How can I change all the numerical constants to a precision of 20? I suspect it is a precision issue, because when I change the WorkingPrecision the results change. I tried to change the precision of all constants, but it continues to give me that some thing working precision is less thatn 20.

Dale
Mentor
2020 Award
Your first set of constants (MA through g) are all exact numbers so they already have infinite precision.

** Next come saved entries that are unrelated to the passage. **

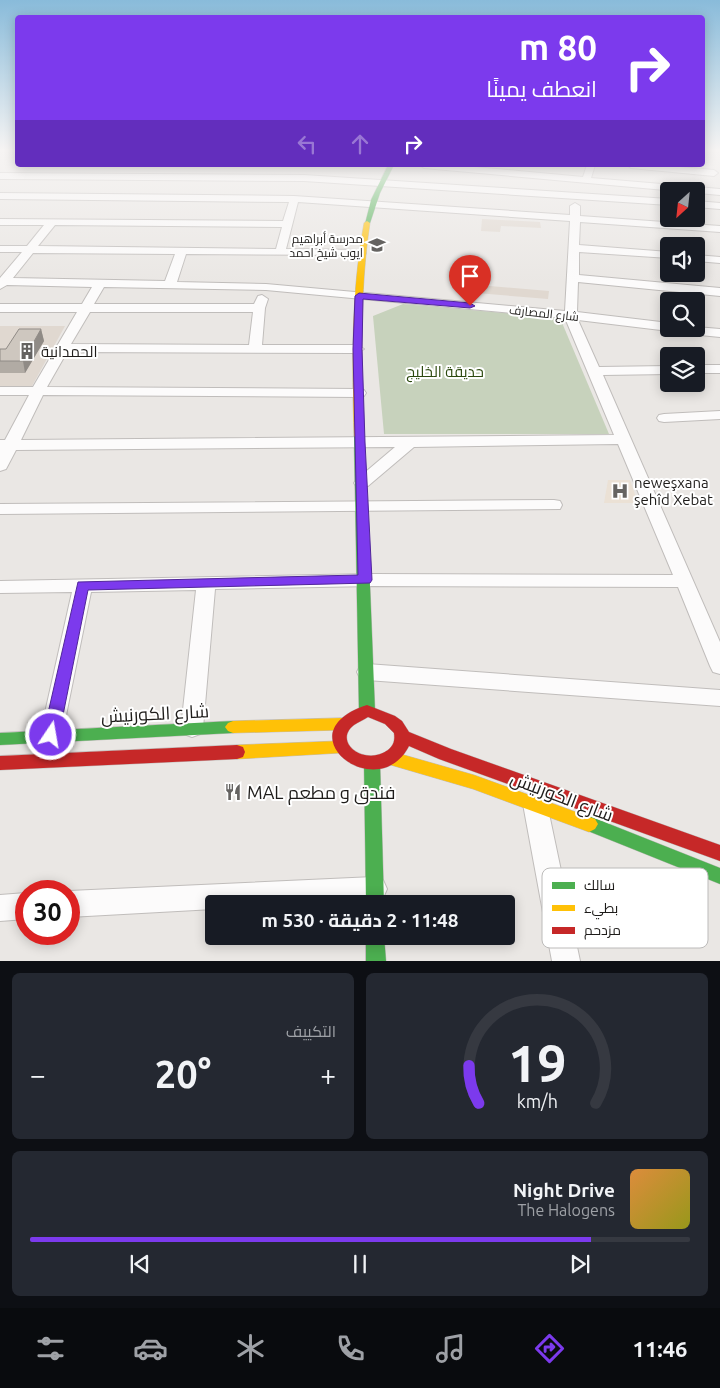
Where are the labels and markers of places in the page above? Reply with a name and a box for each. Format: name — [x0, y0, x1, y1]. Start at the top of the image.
place label: مدرسة أبراهيم ايوب شيخ احمد — [289, 231, 363, 261]
school or university icon: مدرسة أبراهيم ايوب شيخ احمد — [367, 235, 387, 255]
pin — [449, 255, 491, 306]
building icon: الحمدانية — [17, 341, 37, 361]
place label: الحمدانية — [41, 343, 97, 360]
place label: neweşxana şehîd Xebat — [634, 474, 713, 508]
hospital icon: neweşxana şehîd Xebat — [610, 481, 630, 501]
restaurant icon: MAL فندق و مطعم — [223, 782, 243, 802]
place label: MAL فندق و مطعم — [247, 782, 395, 805]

Inside your For loop the constants gA, gB, and gC are all numerical with machine precision. Change those to gA = SNR/2 etc. to make them exact also.

Then the next spot is N[Hypergeometric2F1[...]]. This is also a machine-precision number. Change it to N[Hypergeometric2F1[...],30] to give it 30 digits of precision.

Then the only other spot is NIntegrate, where you have already set the WorkingPrecision the PrecisionGoal and the AccuracyGoal options.

With N[...,30] and with the gA etc. defined exactly I got a list with no negative numbers.

Your first set of constants (MA through g) are all exact numbers so they already have infinite precision.

Inside your For loop the constants gA, gB, and gC are all numerical with machine precision. Change those to gA = SNR/2 etc. to make them exact also.

Then the next spot is N[Hypergeometric2F1[...]]. This is also a machine-precision number. Change it to N[Hypergeometric2F1[...],30] to give it 30 digits of precision.

Then the only other spot is NIntegrate, where you have already set the WorkingPrecision the PrecisionGoal and the AccuracyGoal options.

With N[...,30] and with the gA etc. defined exactly I got a list with no negative numbers.

Yes, it works now perfectly.

I would like to deeply thank you DaleSpam, because you really rescued me several times during my thesis work.

I also would like to ask you: how do you know all those stuff in Mathematica? Because I want to learn more about it, since it is an amazing program. I mean, I know the practice has a lot to do with this, but do you recommend a certain book, for example?

Thanks again.

Dale
Mentor
2020 Award
You are very welcome. I am glad to have helped and glad to keep on helping as needed.

As far as how I know so much about Mathematica, unfortunately I do not have a book to recommend. I have basically only used the online help, which is really good IMO. However, probably the main thing is experience. Mathematica has been one of my primary tools for about 13 or 14 years now (since ver 2.2).

You are very welcome. I am glad to have helped and glad to keep on helping as needed.

As far as how I know so much about Mathematica, unfortunately I do not have a book to recommend. I have basically only used the online help, which is really good IMO. However, probably the main thing is experience. Mathematica has been one of my primary tools for about 13 or 14 years now (since ver 2.2).

Ok, I see.

Thank you again.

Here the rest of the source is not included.